[Exercise inputs — start]

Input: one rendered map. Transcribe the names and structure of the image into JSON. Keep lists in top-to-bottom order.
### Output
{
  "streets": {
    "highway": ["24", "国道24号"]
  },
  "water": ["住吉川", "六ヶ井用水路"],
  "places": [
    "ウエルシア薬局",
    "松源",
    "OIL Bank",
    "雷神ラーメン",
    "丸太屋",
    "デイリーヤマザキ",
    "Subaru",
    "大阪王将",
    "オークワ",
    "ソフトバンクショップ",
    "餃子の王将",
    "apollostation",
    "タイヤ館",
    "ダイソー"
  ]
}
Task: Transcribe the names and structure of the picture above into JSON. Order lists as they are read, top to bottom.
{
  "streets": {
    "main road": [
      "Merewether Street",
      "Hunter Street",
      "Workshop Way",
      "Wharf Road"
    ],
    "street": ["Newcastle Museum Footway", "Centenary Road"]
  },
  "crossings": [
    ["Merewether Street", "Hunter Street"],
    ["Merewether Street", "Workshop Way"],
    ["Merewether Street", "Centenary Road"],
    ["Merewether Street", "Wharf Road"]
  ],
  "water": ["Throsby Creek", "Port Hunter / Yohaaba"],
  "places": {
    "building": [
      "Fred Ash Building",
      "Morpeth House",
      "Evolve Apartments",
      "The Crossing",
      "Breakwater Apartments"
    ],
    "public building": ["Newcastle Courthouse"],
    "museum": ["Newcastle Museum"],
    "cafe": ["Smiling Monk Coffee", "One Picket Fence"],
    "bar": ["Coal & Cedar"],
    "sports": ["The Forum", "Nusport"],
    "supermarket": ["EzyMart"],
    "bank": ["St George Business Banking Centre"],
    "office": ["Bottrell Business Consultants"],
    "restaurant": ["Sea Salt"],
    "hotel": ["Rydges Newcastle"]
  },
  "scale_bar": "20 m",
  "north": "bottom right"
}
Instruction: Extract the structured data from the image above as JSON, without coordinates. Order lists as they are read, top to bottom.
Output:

[Exercise inputs — finish]

Problem requirements -> The lines above that hold the word "image" are the ones to copy.

Task answer ->
Input: one rendered map. Transcribe the names and structure of the image into JSON. Keep lists in top-to-bottom order.
Instruction: Extract the structured data from the image above as JSON, without coordinates. Order lists as they are read, top to bottom.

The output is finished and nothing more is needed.